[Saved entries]
○ ○ ○

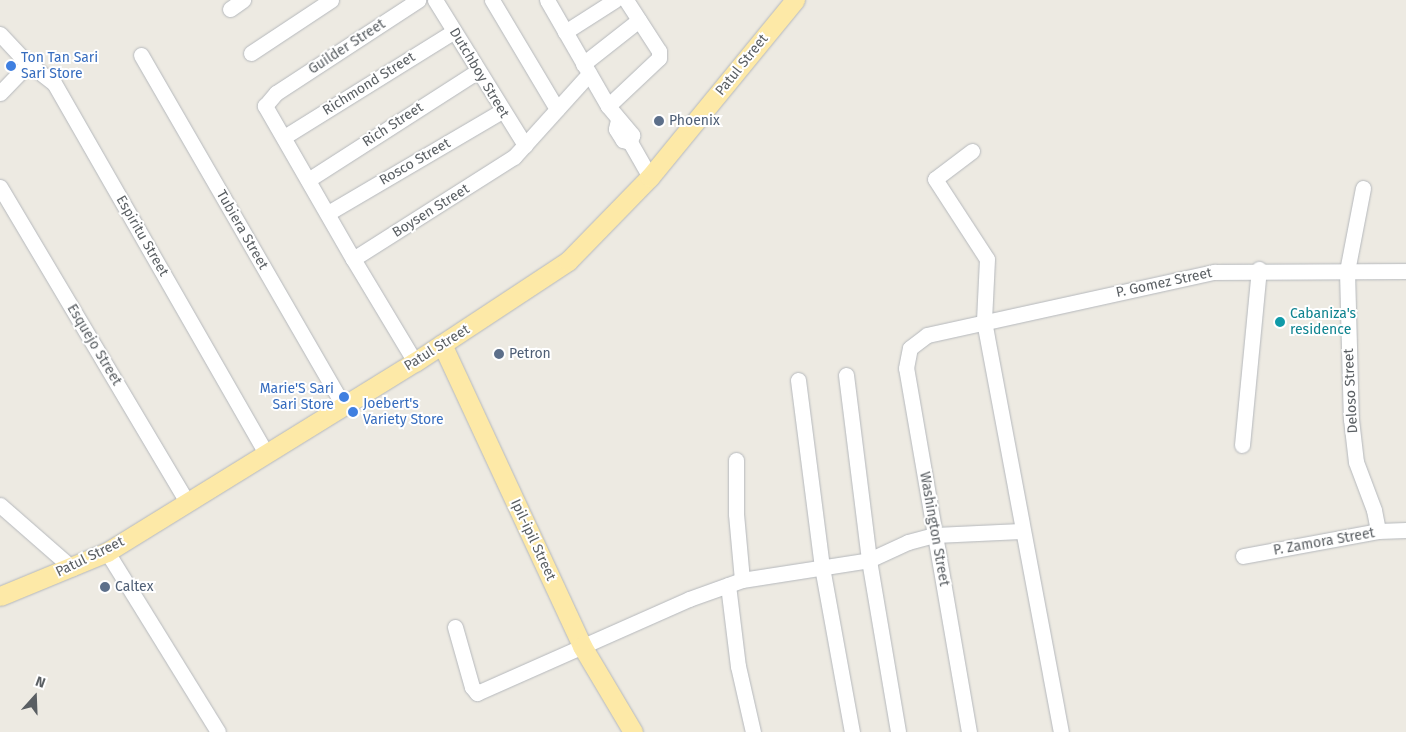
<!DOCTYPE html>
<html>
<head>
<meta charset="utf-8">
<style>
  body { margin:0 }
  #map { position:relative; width:1406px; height:732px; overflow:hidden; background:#edeae2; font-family:"Fira Sans",sans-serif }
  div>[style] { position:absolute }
  .roads { filter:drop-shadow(0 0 1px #b5b8bc) drop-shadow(0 0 1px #b5b8bc) }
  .minor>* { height:15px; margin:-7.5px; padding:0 7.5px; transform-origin:7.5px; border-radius:7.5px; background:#fff }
  .major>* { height:19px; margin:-9.5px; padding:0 9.5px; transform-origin:9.5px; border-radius:9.5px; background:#fde9a7 }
  .dots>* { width:14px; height:14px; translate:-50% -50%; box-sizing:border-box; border:2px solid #fff; border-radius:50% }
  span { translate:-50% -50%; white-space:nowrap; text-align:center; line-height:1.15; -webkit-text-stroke:4px #fff; paint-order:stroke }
  .street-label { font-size:14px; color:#5a5f63 }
  .shop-label { font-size:14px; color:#366cbe }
  .left { translate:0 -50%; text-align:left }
  .right { translate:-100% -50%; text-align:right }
  .service-label { font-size:14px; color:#4e5e75 }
  .culture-label { font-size:14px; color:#0d838f }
  .north { position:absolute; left:10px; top:672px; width:50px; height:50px; -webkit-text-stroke:4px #fff; paint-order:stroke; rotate:20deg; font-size:14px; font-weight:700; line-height:20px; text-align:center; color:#5a5f63 }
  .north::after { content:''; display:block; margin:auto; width:18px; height:22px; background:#5a5f63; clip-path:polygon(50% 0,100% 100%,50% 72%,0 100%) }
</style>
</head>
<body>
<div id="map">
  <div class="roads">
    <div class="minor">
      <div style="left:435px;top:0;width:171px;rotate:58.2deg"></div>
      <div style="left:492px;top:0;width:127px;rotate:59.2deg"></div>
      <div style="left:547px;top:0;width:122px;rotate:60.1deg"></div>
      <div style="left:608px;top:106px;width:38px;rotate:50deg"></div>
      <div style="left:632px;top:135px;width:7px;rotate:106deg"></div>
      <div style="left:230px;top:9px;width:16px;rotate:-35deg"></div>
      <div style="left:565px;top:32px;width:59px;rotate:-32.6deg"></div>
      <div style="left:0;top:34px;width:34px;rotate:47deg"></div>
      <div style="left:23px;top:59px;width:39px;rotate:38deg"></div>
      <div style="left:54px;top:83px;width:426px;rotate:60.2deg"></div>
      <div style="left:251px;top:53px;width:96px;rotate:-33.5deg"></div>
      <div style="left:141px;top:55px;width:405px;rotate:60deg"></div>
      <div style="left:583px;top:64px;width:71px;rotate:-38.2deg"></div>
      <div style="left:0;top:93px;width:42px;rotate:-46deg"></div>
      <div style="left:608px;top:106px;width:70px;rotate:-43.3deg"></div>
      <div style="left:659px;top:58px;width:7px;rotate:-90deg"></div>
      <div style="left:659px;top:51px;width:61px;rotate:-122.9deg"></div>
      <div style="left:618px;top:120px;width:9px;rotate:103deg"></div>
      <div style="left:616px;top:129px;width:13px;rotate:58deg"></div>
      <div style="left:623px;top:140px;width:7px;rotate:16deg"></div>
      <div style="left:630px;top:142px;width:40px;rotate:60.3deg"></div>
      <div style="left:284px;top:137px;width:200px;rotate:-31.9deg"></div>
      <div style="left:972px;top:151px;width:46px;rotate:142.9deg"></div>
      <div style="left:935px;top:179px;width:95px;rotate:57deg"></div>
      <div style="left:987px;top:259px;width:62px;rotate:92.8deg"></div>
      <div style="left:984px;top:321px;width:418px;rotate:79.4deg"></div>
      <div style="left:308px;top:180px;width:202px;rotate:-32.7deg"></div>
      <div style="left:0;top:187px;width:368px;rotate:59.3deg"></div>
      <div style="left:1363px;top:188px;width:85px;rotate:100.9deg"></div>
      <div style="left:1347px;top:271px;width:148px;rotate:88.5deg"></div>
      <div style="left:1351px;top:419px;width:43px;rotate:83.4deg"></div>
      <div style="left:1356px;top:462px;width:51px;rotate:69.4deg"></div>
      <div style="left:1374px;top:510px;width:21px;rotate:79deg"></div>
      <div style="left:328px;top:213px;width:202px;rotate:-30.4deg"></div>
      <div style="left:353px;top:259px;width:177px;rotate:-119.9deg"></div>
      <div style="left:265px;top:106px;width:17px;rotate:-50deg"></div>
      <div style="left:276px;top:93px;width:170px;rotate:-33.2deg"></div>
      <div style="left:415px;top:362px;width:120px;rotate:-121deg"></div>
      <div style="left:353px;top:259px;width:191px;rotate:-32.4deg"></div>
      <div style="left:514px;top:157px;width:112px;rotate:-47.9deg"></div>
      <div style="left:846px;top:375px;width:186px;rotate:82.9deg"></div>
      <div style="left:869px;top:560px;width:174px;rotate:80.4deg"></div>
      <div style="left:798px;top:380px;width:189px;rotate:82.7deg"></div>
      <div style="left:822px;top:567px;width:168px;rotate:79.7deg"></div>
      <div style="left:1242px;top:445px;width:177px;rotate:-84.5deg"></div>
      <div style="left:736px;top:460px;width:54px;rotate:90deg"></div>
      <div style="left:736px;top:514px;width:66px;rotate:84.8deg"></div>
      <div style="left:0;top:505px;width:96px;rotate:41.2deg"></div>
      <div style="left:107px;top:552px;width:211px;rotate:58.3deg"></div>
      <div style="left:1243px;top:556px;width:137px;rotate:-10.5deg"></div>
      <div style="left:1378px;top:531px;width:28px;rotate:-2deg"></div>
      <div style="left:728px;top:585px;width:82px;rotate:83deg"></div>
      <div style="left:738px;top:666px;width:68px;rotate:77.2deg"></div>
      <div style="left:455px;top:627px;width:62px;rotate:74.2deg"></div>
      <div style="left:472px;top:687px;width:8px;rotate:50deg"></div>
      <div style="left:477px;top:693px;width:232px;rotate:-23.9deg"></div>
      <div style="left:689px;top:599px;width:56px;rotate:-19.7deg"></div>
      <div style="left:742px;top:580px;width:129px;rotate:-8.9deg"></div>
      <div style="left:869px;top:560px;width:43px;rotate:-24.8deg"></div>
      <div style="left:908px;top:542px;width:28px;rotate:-15deg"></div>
      <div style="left:935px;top:535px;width:86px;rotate:-2.7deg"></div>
      <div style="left:969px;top:732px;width:369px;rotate:-99.8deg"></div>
      <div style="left:906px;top:368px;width:20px;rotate:-79deg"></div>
      <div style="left:910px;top:348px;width:21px;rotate:-37deg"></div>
      <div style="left:927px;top:335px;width:294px;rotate:-12.4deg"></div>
      <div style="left:1214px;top:272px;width:192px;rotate:-0.3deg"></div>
    </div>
    <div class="major">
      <div style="left:442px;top:344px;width:333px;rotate:65.1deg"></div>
      <div style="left:582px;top:646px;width:100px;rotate:59.3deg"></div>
      <div style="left:0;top:596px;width:116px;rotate:-22.4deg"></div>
      <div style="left:107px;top:552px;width:362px;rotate:-31.7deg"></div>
      <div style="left:415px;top:362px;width:183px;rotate:-33.4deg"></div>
      <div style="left:568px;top:261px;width:117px;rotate:-45.7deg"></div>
      <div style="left:650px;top:177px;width:229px;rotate:-50.7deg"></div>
    </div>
  </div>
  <div class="dots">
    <div style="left:11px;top:66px;background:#3f7fe0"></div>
    <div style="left:659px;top:121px;background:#5c6f8a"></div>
    <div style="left:1280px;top:322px;background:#0f9aa8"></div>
    <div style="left:499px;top:354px;background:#5c6f8a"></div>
    <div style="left:344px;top:397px;background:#3f7fe0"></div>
    <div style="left:353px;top:412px;background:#3f7fe0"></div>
    <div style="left:105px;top:587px;background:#5c6f8a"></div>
  </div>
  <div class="street-label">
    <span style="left:347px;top:47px;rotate:-33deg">Guilder Street</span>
    <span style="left:742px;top:65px;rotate:-51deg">Patul Street</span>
    <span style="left:479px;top:73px;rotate:59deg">Dutchboy Street</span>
    <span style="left:369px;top:84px;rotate:-32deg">Richmond Street</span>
    <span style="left:393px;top:125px;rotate:-33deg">Rich Street</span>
    <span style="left:415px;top:162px;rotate:-30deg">Rosco Street</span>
    <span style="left:431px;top:211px;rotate:-32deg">Boysen Street</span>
    <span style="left:242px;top:230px;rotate:60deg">Tubiera Street</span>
    <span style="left:142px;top:236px;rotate:60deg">Espiritu Street</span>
    <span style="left:1164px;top:283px;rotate:-12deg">P. Gomez Street</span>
    <span style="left:94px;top:345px;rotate:59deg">Esquejo Street</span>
    <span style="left:437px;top:348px;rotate:-32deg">Patul Street</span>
    <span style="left:1351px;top:391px;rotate:-93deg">Deloso Street</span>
    <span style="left:934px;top:529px;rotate:80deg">Washington Street</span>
    <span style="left:533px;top:540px;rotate:65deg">Ipil-ipil Street</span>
    <span style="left:1324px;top:542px;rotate:-10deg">P. Zamora Street</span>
    <span style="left:90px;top:557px;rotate:-26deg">Patul Street</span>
  </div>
  <div class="shop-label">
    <span class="left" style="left:21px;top:66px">Ton Tan Sari<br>Sari Store</span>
    <span class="right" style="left:334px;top:397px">Marie'S Sari<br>Sari Store</span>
    <span class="left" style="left:363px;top:412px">Joebert's<br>Variety Store</span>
  </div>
  <div class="service-label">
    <span class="left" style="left:669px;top:121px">Phoenix</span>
    <span class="left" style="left:509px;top:354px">Petron</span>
    <span class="left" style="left:115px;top:587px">Caltex</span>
  </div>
  <div class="culture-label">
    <span class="left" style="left:1290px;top:322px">Cabaniza's<br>residence</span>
  </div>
  <div class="north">N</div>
</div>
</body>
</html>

○ ○ ○

▶ _Try it_
Through the line containing "filter:drop-shadow(0 0 1px" and no further, restate the data above word for word from its first line, leaving out pictures.

▶ _Response to this task_
<!DOCTYPE html>
<html>
<head>
<meta charset="utf-8">
<style>
  body { margin:0 }
  #map { position:relative; width:1406px; height:732px; overflow:hidden; background:#edeae2; font-family:"Fira Sans",sans-serif }
  div>[style] { position:absolute }
  .roads { filter:drop-shadow(0 0 1px #b5b8bc) drop-shadow(0 0 1px #b5b8bc) }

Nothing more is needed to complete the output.